Surgical treatment for weight reduction can be carried out if a person’s BMI is over 35 and if weight reduction through dieting has been tried for a cumulative period of 2 years. If a person’s BMI is more than 50, surgery can be considered if dieting has been tried for one year without significant or lasting weight loss.
Bariatric surgery is very complex and one of the most specialized abdominal surgeries.
The GDK (www.gdk-cds.ch, can be found under highly specialized digestive surgery: complex bariatric surgeries) has granted the mandate to execute complex bariatric interventions only to a few hospitals in Switzerland.
The quality of surgical obesity treatment depends on the following factors:
- Does the hospital have a specialized interdisciplinary team that examines and clarifies individual cases before surgery, and supervises after the operation?
- Does the hospital run a 24-hour emergency operation service on 365 days of the year, and is staffed with chief physicians?
- Does the hospital have a recognized ICU with ventilator places?
- 4 Will an experienced surgical team operate you?
The previous experience and number of operations performed by the surgeon is an important factor contributing to a low complication rate.
An experienced bariatric surgeon has performed at least 500 surgeries himself, and he knows several surgical techniques impeccably.

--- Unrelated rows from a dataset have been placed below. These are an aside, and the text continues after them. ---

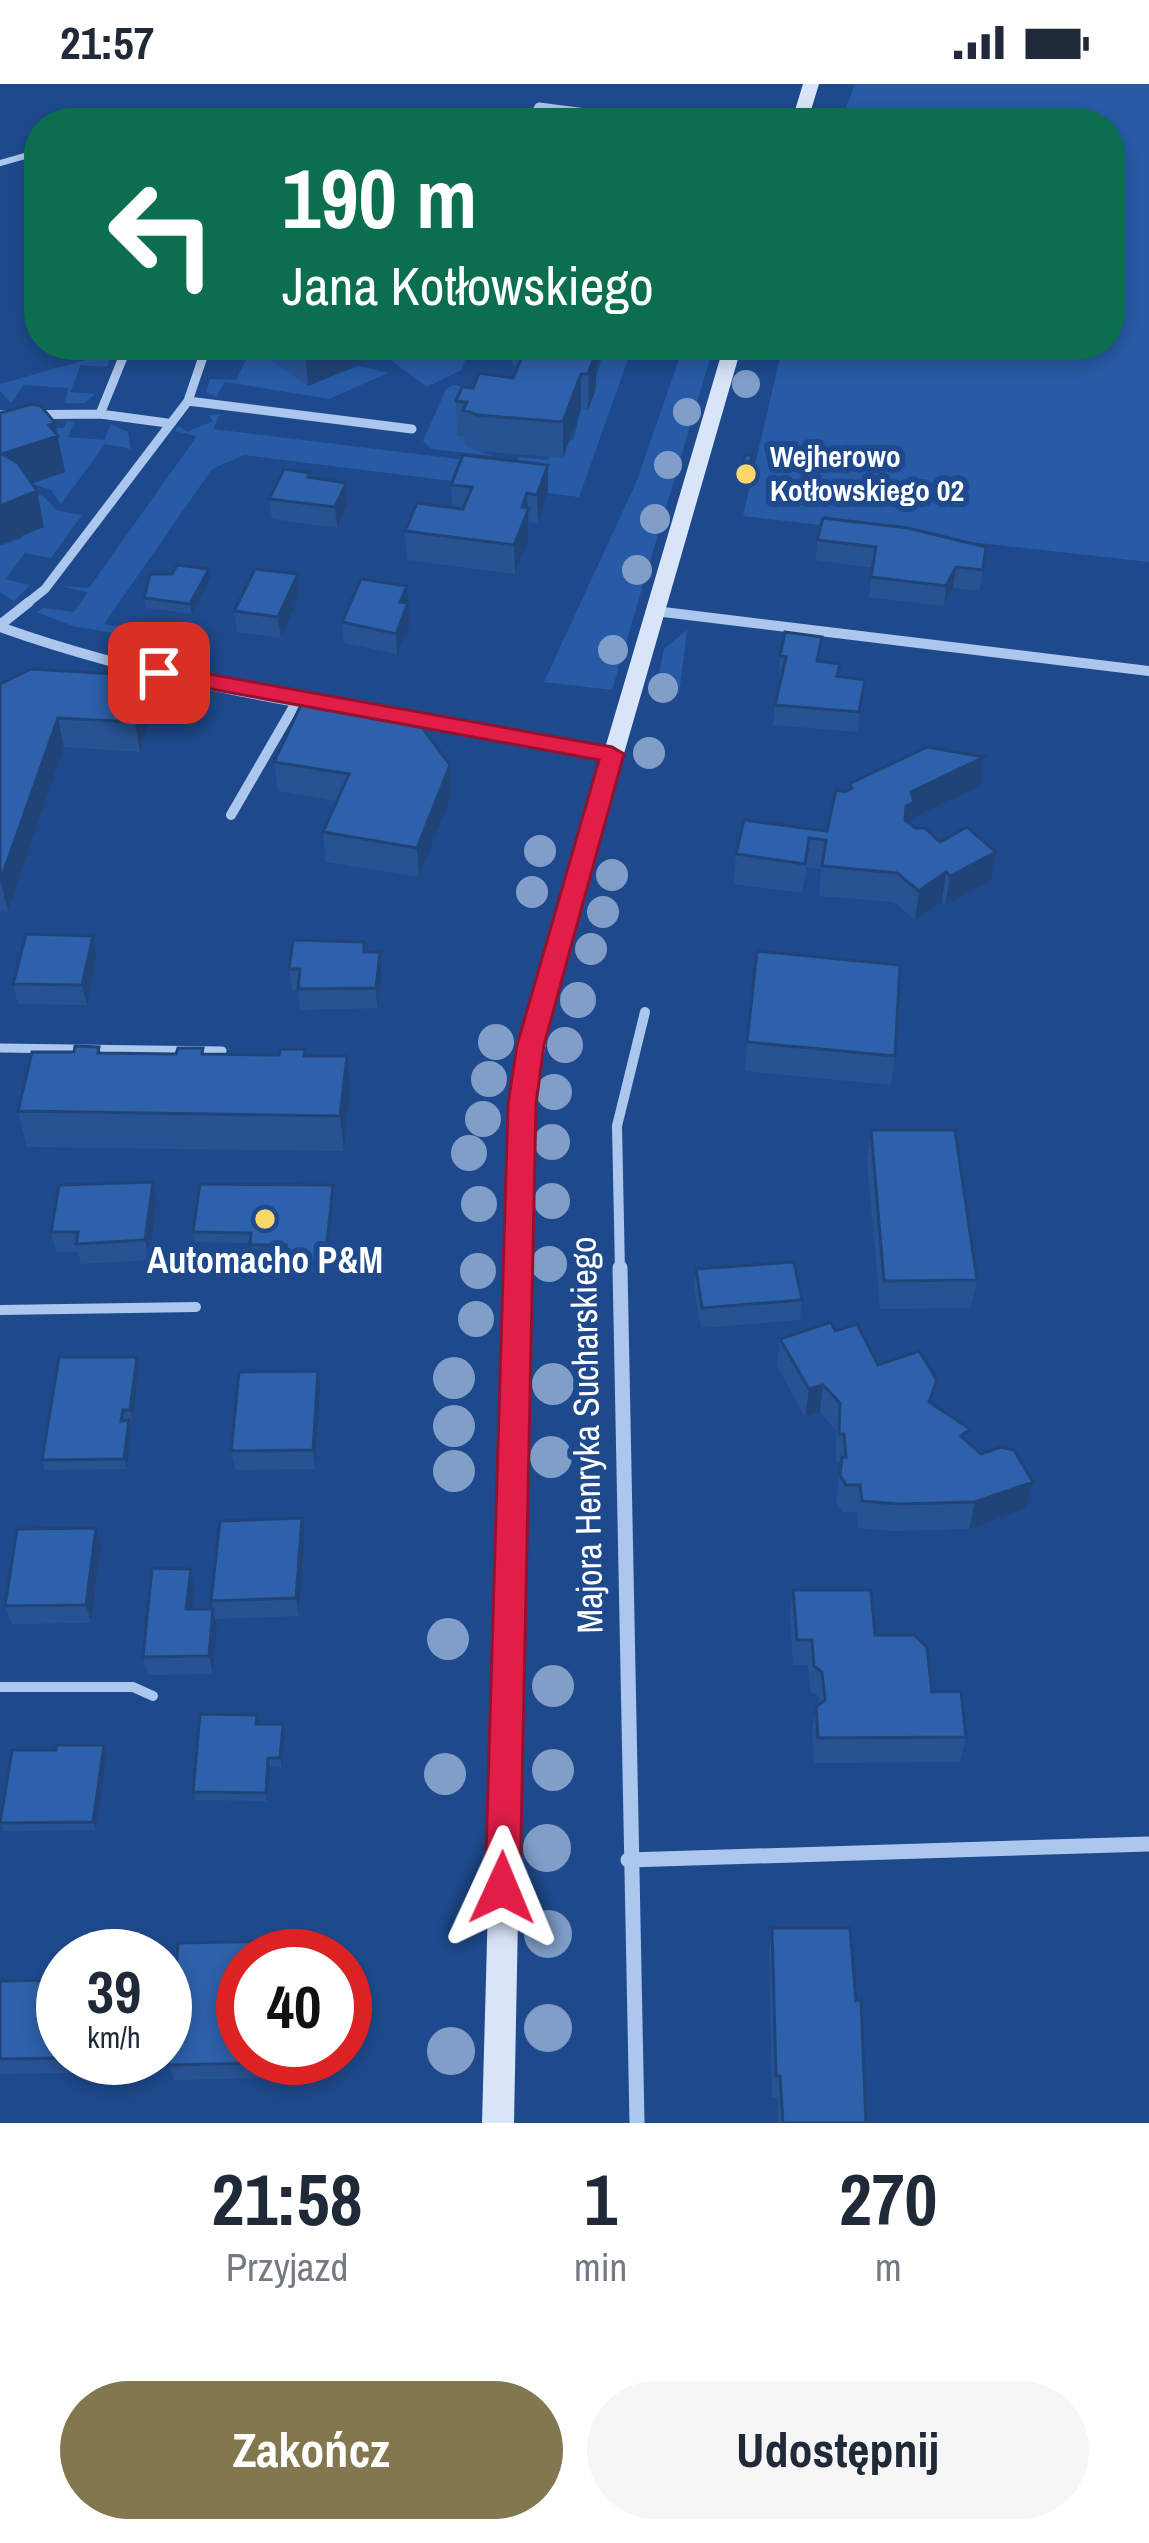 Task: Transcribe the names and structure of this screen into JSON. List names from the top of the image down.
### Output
{
  "streets": {
    "street": ["Majora Henryka Sucharskiego"]
  },
  "places": ["Wejherowo Kotłowskiego 02", "Automacho P&M"],
  "page": {
    "status": "21:57",
    "turn": ["190 m", "Jana Kotłowskiego"],
    "speed": "39 km/h",
    "limit": "40",
    "eta": [
      "21:58",
      "Przyjazd",
      "1",
      "min",
      "270",
      "m"
    ],
    "buttons": ["Zakończ", "Udostępnij"]
  }
}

In addition he should carry out at least 50 bariatric procedures per year.
Please always inquire about these points as a patient or relative!
Results and goals
Source: Emanuel Freudiger
We pursue the following objectives with bariatric surgery:
- Long-term and sustainable weight reduction of at least 50% of excess weight.
- Improvement in our patients’ quality of life.
- Reintegration of our patients into «working life» and improved social contacts.
- Curing, or at least improving, the secondary diseases of obesity (e.g. diabetes, hypertension, etc.)
Bariatric surgery is not a «lifestyle» surgery. It is not about operating on people to create slenderness. Bariatric surgery treats the disease obesity and the secondary diseases linked to obesity, and offers obese people the opportunity to guide their lives in a healthier direction.
An interdisciplinary team (consisting of internists, nutritionists and surgeons) will inform you further and advise you on the various surgical techniques. After a joint assessment of your case within the interdisciplinary team, we will decide whether you qualify for a surgical procedure for weight loss.
The time between the first consultation and surgery is usually 3 to 4 months. After the operation, the patient needs lifelong follow-ups, which are done by the interdisciplinary team.
If you encounter chronic abdominal pain after bariatric surgery, or if you lose insufficient weight after the operation, you should consult an experienced interdisciplinary team in order to obtain further support.
Below you can find the various bariatric surgeries we offer.
Please visit the website of the Limmattal hospital (www.spital-limmattal.ch) for further information about our interdisciplinary team.
The gastric band is made out of silicone and is placed like a ring around the upper part of the stomach. The stomach band is connected via a tube system with a «reservoir» system that is implanted under the skin. This «reservoir» system can be penetrated with a needle from the outside. By doing so, the gastric band can be adjusted tighter or looser (see sketch).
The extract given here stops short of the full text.